Starting at the first line of the entries, extract each line up to and including the one that contains "path.moveTo(r[0], r[1]);", but leave out the pictures.

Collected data
──────────────────────────────

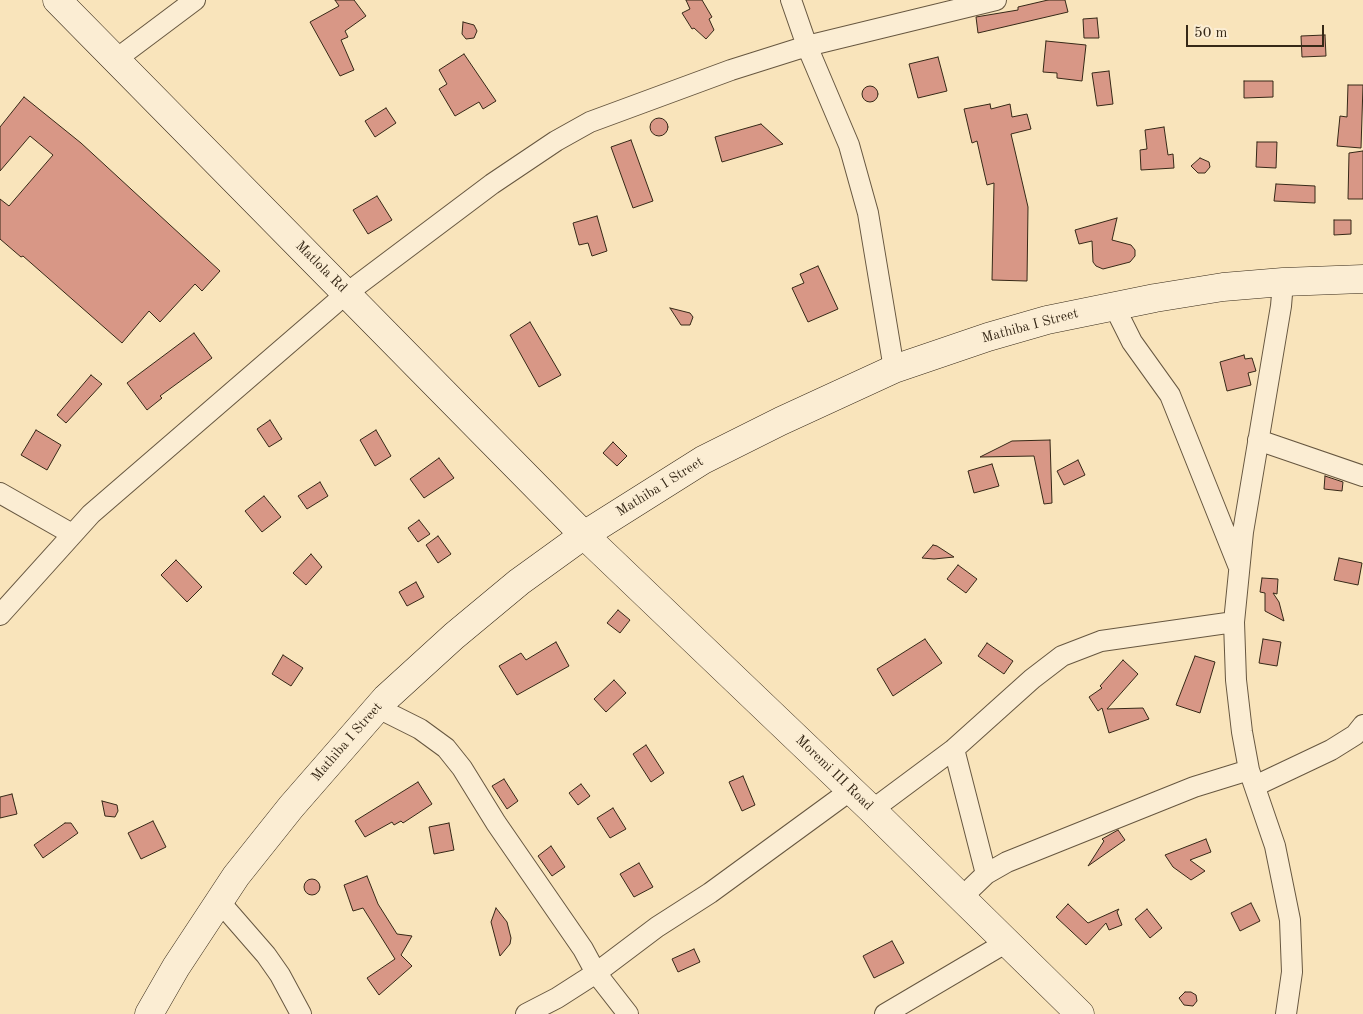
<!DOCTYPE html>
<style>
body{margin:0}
#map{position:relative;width:1363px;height:1014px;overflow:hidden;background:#f9e4bb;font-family:"Old Standard TT",serif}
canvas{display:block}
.scale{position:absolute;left:1186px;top:25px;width:138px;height:22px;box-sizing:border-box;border:2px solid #362817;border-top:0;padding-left:6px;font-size:15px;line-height:18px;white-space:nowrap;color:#362817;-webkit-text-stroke:4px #fbedd3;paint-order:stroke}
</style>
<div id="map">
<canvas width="1363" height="1014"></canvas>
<div class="scale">50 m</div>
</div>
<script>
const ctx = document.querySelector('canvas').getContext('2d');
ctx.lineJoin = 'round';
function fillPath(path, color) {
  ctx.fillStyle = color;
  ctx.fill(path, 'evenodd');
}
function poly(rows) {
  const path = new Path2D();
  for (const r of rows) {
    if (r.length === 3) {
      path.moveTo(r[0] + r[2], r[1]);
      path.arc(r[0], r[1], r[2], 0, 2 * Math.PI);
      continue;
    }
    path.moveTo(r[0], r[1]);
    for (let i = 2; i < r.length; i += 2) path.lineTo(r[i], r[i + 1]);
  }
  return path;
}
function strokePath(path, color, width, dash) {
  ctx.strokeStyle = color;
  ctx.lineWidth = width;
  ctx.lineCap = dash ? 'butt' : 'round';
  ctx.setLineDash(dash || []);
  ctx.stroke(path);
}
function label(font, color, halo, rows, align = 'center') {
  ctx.font = font + ' "Old Standard TT",serif';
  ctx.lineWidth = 4;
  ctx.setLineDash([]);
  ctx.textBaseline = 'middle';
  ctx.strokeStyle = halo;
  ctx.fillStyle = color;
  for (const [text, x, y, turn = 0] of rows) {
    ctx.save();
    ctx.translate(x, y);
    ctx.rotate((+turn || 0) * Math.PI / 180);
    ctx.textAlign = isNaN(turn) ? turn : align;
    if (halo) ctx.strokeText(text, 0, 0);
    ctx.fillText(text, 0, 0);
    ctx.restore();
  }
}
const building = poly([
 [335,0,354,0,366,16,345,31,348,37,341,40,354,70,340,76,310,22,339,6,335,0],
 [686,0,702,0,712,17,709,19,714,30,706,39,694,28,692,29,682,13,690,9,686,0],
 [1048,0,1065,0,1068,12,978,33,976,17,1018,10,1018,7,1048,0],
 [1097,18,1099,38,1084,38,1083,19,1097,18],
 [463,22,474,25,477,31,474,38,466,39,462,34,463,22],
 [1325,35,1326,56,1302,57,1301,36,1325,35],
 [1046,41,1086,45,1082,81,1057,78,1057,73,1043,72,1046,41],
 [464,54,496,101,483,109,479,102,455,116,439,89,447,84,439,70,464,54],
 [938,57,947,91,918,98,909,64,938,57],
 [1109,71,1113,104,1097,106,1092,73,1109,71],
 [1244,81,1273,81,1273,97,1244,98,1244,81],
 [1348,85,1363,85,1361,148,1337,146,1340,116,1347,117,1348,85],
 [870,94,8],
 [24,97,81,143,220,271,202,291,195,284,160,322,149,311,122,343,23,256,21,257,0,239,0,199,9,206,53,155,30,136,0,171,0,127,24,97],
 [990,104,991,109,1010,104,1012,117,1027,114,1031,129,1011,134,1028,207,1027,281,992,280,994,183,987,185,977,141,972,143,964,109,990,104],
 [386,108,396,123,375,137,365,121,386,108],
 [659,127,9],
 [761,124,783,144,722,162,715,137,761,124],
 [1164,127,1168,155,1173,154,1174,168,1141,170,1140,150,1147,149,1145,130,1164,127],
 [631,140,653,201,633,208,611,147,631,140],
 [1257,142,1277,142,1276,168,1256,167,1257,142],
 [1363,151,1363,199,1348,199,1349,153,1363,151],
 [1200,158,1209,162,1210,167,1205,173,1198,173,1191,166,1200,158],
 [1276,184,1315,186,1315,203,1274,201,1276,184],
 [377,196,392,220,368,234,353,210,377,196],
 [597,216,607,251,592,256,588,243,579,245,573,223,597,216],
 [1117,218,1112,240,1131,245,1135,250,1135,256,1130,262,1103,269,1096,266,1093,262,1092,241,1079,244,1075,230,1117,218],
 [1334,220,1351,220,1351,234,1334,235,1334,220],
 [818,266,838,309,808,322,792,288,804,283,800,274,818,266],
 [670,308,690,313,693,317,690,325,681,325,670,308],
 [530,322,561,375,539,387,510,335,530,322],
 [194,333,212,358,160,396,162,398,147,410,127,383,194,333],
 [1244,355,1245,359,1252,358,1256,371,1248,373,1251,385,1227,391,1220,362,1244,355],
 [91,375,102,384,66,423,57,415,91,375],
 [270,420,282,439,269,447,257,429,270,420],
 [36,430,61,445,47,470,21,455,36,430],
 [376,430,391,456,375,466,360,440,376,430],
 [1050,440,1052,503,1044,504,1034,456,980,457,1012,441,1050,440],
 [613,442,627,456,617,466,603,453,613,442],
 [439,458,454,478,424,498,410,479,439,458],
 [1078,460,1085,475,1064,485,1057,471,1078,460],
 [992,464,999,486,974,493,968,471,992,464],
 [1325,476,1343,482,1342,491,1324,489,1325,476],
 [320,482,328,496,307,509,298,496,320,482],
 [264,496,281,517,262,532,245,511,264,496],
 [419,520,430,534,418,542,408,528,419,520],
 [438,536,451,554,438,563,426,545,438,536],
 [933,545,937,546,954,557,934,559,922,558,933,545],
 [311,554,322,567,306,585,293,573,311,554],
 [1339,558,1362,563,1358,585,1334,580,1339,558],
 [176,560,202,587,187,602,161,575,176,560],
 [958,565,977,579,966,593,947,579,958,565],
 [1262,578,1278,579,1277,594,1273,593,1279,602,1284,621,1265,611,1265,593,1260,592,1262,578],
 [416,582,424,597,407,606,399,592,416,582],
 [618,610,630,620,620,633,607,623,618,610],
 [925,639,942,663,893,696,877,669,925,639],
 [1263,639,1281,642,1277,666,1259,663,1263,639],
 [556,642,569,666,517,695,499,666,521,653,526,660,556,642],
 [987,643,1013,661,1004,674,978,656,987,643],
 [283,655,303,668,291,686,272,674,283,655],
 [1195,656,1215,662,1200,713,1176,705,1195,656],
 [1123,660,1138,674,1107,709,1143,708,1149,719,1109,733,1102,708,1098,711,1089,697,1102,688,1100,686,1123,660],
 [614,680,626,693,606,712,594,699,614,680],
 [646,745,664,773,651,782,633,754,646,745],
 [743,776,755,805,742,811,729,782,743,776],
 [504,779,518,801,507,809,492,786,504,779],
 [418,782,432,804,403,823,401,821,394,825,392,822,365,837,355,821,418,782],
 [581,784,590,796,578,805,569,793,581,784],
 [12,794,17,814,0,818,0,797,12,794],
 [102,801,117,805,118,811,115,817,105,816,102,801],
 [613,808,626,829,610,838,597,818,613,808],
 [153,821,166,847,141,859,128,833,153,821],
 [65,823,71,823,78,833,43,858,34,845,65,823],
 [449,823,454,850,434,854,429,827,449,823],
 [1118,830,1125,840,1088,866,1104,841,1102,839,1118,830],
 [1206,839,1211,852,1190,860,1205,871,1191,880,1173,867,1165,855,1206,839],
 [551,846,565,867,552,876,538,856,551,846],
 [639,863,653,887,634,897,620,874,639,863],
 [367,876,378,904,397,934,412,936,401,955,412,966,379,995,367,978,395,959,363,908,353,911,344,885,367,876],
 [312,887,8],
 [1251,903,1260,921,1240,931,1231,913,1251,903],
 [1068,904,1088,923,1119,909,1117,912,1122,925,1109,930,1106,923,1086,945,1056,917,1068,904],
 [496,908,507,922,511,938,510,944,500,956,491,922,496,908],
 [1147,909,1162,928,1150,938,1135,919,1147,909],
 [892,941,904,963,874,978,863,956,892,941],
 [694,949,700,962,678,972,672,959,694,949],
 [1185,992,1191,992,1196,995,1197,1001,1193,1006,1184,1005,1179,998,1185,992]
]);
fillPath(building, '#d89786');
strokePath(building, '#362817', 1);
const street = poly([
 [791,0,807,46,849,145,868,213,894,369],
 [115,60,195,0],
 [1283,282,1281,306,1243,532,1234,622,1236,680,1242,732,1249,770,1275,846,1290,920,1292,972,1286,1014],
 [1114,306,1132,342,1170,395,1238,565],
 [1258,440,1363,476],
 [0,493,72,534],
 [0,615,91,514,347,293,492,184,556,141,590,122,731,70,807,46,996,0],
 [376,707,420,729,446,748,462,768,496,823,583,949,596,973,628,1014],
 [954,749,986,874],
 [1255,786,1331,750,1355,735,1363,725],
 [872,810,954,749,1032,679,1062,656,1101,641,1234,622],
 [961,898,986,874,1007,862,1194,787,1249,770],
 [219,901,266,955,280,975,301,1014],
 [526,1014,557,998,596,973,657,927,710,893,851,790],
 [885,1014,1007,942]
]);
const secondary = poly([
 [57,0,584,535,872,810,1080,1014],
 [149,1014,176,967,236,876,291,807,386,698,454,636,519,582,584,535,703,460,781,421,894,369,988,337,1047,320,1155,298,1223,287,1283,282,1363,279]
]);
strokePath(street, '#675740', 22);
strokePath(secondary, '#362817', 29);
strokePath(street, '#fbedd3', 20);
strokePath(secondary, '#fbedd3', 28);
label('14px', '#362817', '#fbedd3', [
 ["Matlola Rd",321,267,45],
 ["Mathiba I Street",1030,326,-15],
 ["Mathiba I Street",660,487,-32],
 ["Mathiba I Street",347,742,-49],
 ["Moremi III Road",834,773,44]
]);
</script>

──────────────────────────────

ANSWER TO THE PROBLEM
<!DOCTYPE html>
<style>
body{margin:0}
#map{position:relative;width:1363px;height:1014px;overflow:hidden;background:#f9e4bb;font-family:"Old Standard TT",serif}
canvas{display:block}
.scale{position:absolute;left:1186px;top:25px;width:138px;height:22px;box-sizing:border-box;border:2px solid #362817;border-top:0;padding-left:6px;font-size:15px;line-height:18px;white-space:nowrap;color:#362817;-webkit-text-stroke:4px #fbedd3;paint-order:stroke}
</style>
<div id="map">
<canvas width="1363" height="1014"></canvas>
<div class="scale">50 m</div>
</div>
<script>
const ctx = document.querySelector('canvas').getContext('2d');
ctx.lineJoin = 'round';
function fillPath(path, color) {
  ctx.fillStyle = color;
  ctx.fill(path, 'evenodd');
}
function poly(rows) {
  const path = new Path2D();
  for (const r of rows) {
    if (r.length === 3) {
      path.moveTo(r[0] + r[2], r[1]);
      path.arc(r[0], r[1], r[2], 0, 2 * Math.PI);
      continue;
    }
    path.moveTo(r[0], r[1]);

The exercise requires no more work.